What the exercise asks — Could you retype the material, starting at its first line and ending with the line holding "filter:drop-shadow(2px 0 #59504f)", and keep the pictures out?
*** Opening Source data ***
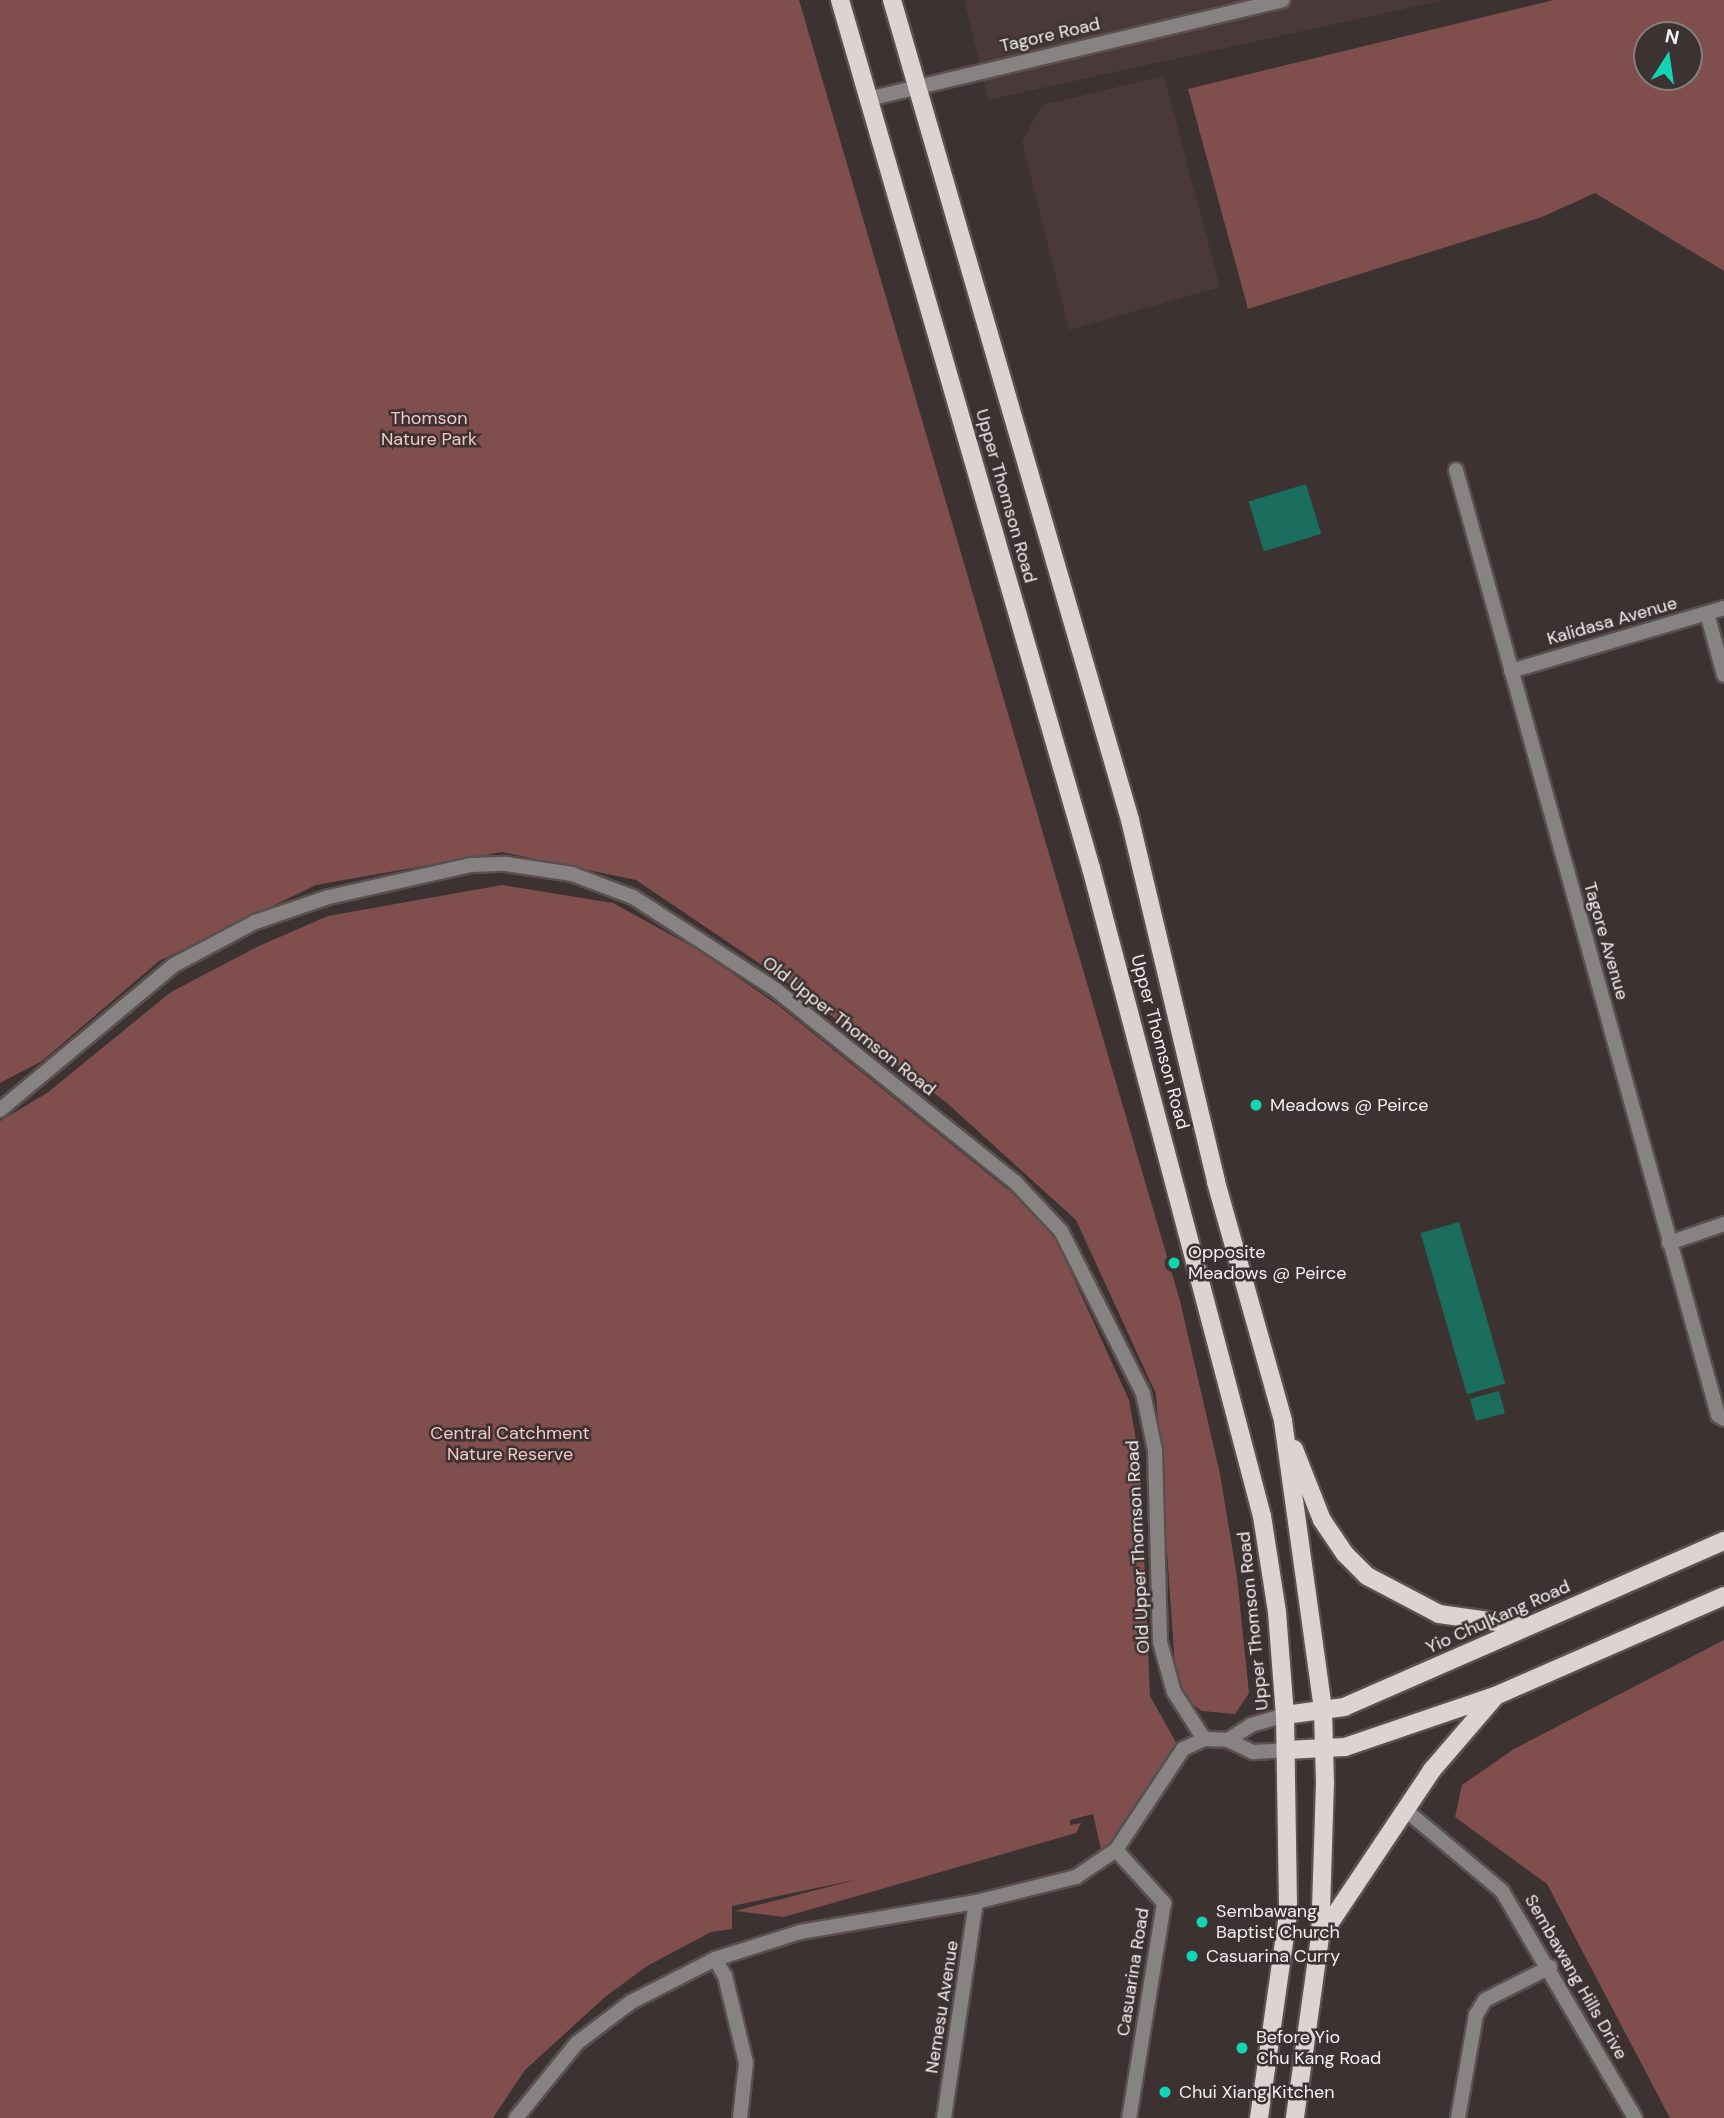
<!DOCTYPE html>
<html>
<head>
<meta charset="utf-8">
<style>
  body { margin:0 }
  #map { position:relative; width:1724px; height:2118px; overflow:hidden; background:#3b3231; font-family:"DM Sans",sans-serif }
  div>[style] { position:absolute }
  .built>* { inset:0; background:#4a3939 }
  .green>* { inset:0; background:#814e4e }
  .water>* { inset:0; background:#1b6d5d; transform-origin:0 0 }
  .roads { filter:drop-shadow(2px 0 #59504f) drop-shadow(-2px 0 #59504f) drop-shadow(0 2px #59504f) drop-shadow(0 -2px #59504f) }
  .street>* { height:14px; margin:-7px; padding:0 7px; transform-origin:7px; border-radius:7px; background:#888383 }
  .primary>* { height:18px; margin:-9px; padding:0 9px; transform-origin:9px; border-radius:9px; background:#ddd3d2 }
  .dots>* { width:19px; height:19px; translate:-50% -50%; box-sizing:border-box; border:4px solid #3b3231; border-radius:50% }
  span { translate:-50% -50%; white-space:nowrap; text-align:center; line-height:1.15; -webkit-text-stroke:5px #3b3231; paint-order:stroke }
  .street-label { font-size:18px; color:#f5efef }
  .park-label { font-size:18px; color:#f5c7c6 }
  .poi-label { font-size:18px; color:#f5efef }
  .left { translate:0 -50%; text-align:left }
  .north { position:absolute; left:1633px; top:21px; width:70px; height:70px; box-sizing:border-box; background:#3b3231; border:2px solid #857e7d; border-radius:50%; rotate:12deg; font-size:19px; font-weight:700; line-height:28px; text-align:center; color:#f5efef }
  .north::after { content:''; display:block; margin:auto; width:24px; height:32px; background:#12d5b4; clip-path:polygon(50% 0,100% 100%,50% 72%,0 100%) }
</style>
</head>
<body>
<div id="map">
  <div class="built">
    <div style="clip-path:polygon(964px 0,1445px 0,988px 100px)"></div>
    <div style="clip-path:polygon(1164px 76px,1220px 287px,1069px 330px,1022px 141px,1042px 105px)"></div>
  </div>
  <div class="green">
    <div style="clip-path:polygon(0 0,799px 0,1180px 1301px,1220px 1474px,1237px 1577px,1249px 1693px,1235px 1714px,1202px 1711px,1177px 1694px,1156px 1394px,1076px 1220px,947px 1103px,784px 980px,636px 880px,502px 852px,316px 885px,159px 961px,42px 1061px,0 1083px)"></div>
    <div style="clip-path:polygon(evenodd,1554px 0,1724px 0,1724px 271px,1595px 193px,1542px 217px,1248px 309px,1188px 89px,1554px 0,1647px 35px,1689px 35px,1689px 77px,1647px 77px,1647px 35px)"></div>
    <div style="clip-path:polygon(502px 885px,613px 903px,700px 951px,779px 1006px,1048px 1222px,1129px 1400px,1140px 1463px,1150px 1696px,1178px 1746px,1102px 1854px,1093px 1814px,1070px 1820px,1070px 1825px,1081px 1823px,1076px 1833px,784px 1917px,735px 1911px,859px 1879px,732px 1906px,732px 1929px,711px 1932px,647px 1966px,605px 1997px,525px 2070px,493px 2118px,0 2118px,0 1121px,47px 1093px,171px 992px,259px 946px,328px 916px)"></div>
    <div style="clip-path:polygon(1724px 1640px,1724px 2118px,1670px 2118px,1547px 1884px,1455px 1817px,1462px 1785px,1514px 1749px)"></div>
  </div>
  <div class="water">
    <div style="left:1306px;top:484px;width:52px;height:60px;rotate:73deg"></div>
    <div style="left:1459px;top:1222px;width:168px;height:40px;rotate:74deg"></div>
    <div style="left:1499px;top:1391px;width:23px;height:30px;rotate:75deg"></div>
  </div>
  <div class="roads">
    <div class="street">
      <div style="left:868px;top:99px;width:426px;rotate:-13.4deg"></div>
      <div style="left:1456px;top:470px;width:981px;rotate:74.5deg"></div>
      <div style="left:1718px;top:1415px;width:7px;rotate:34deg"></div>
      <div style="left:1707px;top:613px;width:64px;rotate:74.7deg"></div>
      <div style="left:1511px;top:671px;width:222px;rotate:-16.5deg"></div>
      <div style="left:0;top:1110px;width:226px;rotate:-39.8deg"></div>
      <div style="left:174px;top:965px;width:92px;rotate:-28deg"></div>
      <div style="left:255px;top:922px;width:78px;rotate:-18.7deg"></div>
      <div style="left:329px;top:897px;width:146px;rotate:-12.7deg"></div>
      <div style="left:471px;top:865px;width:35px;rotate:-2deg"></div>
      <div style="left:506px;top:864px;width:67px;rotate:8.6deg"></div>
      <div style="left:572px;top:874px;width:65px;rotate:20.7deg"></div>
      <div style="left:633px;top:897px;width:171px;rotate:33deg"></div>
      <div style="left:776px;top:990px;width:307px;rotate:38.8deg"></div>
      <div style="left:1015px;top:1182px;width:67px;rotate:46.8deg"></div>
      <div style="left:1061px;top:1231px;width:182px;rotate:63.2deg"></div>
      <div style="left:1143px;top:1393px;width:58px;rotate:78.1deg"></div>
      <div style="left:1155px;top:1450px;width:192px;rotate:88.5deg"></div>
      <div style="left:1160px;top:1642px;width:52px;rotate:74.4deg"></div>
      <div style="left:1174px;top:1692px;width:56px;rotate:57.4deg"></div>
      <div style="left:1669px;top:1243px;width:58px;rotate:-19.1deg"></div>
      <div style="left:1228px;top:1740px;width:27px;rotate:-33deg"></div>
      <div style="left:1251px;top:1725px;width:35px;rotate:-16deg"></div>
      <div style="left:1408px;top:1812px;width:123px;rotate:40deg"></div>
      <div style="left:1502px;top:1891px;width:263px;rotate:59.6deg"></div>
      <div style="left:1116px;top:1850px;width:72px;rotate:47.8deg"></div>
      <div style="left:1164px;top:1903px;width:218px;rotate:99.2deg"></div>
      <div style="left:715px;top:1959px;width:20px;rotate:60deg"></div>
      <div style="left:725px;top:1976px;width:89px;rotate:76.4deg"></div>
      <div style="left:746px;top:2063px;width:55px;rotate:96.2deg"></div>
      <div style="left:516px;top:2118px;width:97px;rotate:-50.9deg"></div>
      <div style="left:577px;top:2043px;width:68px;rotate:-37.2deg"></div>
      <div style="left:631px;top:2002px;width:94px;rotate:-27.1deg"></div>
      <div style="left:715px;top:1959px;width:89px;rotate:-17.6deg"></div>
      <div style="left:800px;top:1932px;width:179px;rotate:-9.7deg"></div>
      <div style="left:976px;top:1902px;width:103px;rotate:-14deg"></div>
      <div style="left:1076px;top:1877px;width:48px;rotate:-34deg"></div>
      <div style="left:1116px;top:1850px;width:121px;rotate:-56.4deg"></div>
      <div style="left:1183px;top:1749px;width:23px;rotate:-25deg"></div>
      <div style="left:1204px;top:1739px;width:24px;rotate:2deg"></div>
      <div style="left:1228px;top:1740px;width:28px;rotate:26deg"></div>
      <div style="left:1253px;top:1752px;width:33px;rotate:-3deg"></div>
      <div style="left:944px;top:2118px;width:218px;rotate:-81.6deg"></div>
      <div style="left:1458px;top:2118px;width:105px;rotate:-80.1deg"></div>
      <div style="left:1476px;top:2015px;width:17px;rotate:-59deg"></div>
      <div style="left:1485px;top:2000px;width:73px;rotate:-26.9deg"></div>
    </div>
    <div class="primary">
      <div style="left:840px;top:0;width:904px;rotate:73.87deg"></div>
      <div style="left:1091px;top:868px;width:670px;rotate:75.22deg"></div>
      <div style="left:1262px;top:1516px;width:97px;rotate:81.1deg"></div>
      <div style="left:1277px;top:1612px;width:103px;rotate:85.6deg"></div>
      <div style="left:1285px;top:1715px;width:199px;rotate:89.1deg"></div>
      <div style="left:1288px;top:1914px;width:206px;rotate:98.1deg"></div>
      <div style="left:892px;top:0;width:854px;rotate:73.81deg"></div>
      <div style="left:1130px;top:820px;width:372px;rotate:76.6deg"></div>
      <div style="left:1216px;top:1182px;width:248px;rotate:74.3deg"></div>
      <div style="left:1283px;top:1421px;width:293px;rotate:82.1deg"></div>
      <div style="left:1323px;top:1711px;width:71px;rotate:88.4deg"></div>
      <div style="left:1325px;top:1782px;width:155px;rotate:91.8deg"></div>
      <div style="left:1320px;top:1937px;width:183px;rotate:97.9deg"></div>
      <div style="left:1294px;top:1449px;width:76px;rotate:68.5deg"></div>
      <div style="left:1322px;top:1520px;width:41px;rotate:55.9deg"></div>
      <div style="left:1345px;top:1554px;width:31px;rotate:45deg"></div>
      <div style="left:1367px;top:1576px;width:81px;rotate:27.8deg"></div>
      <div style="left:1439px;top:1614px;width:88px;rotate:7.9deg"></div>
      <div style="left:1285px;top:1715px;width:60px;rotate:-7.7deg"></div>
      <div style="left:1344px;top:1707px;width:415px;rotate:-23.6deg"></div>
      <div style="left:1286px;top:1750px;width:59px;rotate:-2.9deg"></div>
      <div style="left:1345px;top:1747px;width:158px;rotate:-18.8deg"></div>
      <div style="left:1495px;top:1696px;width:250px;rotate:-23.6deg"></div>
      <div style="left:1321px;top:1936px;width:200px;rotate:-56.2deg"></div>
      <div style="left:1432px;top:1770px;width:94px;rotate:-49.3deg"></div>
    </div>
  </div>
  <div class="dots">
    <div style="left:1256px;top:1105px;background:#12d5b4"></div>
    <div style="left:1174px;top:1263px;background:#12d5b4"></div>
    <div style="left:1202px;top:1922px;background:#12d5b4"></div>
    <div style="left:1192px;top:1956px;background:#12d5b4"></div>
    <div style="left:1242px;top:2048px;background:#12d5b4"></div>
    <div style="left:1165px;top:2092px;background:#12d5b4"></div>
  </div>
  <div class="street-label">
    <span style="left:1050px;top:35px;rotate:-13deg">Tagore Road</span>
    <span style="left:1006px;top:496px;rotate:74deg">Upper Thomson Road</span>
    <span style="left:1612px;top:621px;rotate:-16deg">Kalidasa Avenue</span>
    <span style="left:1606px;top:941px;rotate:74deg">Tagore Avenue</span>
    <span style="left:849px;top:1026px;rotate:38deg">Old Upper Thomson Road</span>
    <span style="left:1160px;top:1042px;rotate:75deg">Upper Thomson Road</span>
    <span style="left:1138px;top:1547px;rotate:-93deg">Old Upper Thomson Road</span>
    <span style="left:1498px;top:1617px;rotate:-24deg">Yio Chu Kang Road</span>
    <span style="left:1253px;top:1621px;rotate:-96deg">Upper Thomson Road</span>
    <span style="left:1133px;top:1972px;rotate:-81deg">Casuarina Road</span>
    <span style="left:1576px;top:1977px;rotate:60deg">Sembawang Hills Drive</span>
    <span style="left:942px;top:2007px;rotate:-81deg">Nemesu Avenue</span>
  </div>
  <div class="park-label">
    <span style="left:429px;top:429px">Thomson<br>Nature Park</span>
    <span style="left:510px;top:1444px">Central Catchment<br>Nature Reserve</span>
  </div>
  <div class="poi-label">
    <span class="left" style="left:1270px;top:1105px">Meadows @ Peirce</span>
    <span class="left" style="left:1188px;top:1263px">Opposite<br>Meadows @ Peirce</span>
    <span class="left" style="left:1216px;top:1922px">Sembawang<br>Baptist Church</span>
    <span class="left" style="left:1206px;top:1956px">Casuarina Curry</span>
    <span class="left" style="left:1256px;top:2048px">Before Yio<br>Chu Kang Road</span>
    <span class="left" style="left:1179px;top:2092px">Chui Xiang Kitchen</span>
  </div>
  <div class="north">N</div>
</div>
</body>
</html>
*** Closing Source data ***
Answer section —
<!DOCTYPE html>
<html>
<head>
<meta charset="utf-8">
<style>
  body { margin:0 }
  #map { position:relative; width:1724px; height:2118px; overflow:hidden; background:#3b3231; font-family:"DM Sans",sans-serif }
  div>[style] { position:absolute }
  .built>* { inset:0; background:#4a3939 }
  .green>* { inset:0; background:#814e4e }
  .water>* { inset:0; background:#1b6d5d; transform-origin:0 0 }
  .roads { filter:drop-shadow(2px 0 #59504f) drop-shadow(-2px 0 #59504f) drop-shadow(0 2px #59504f) drop-shadow(0 -2px #59504f) }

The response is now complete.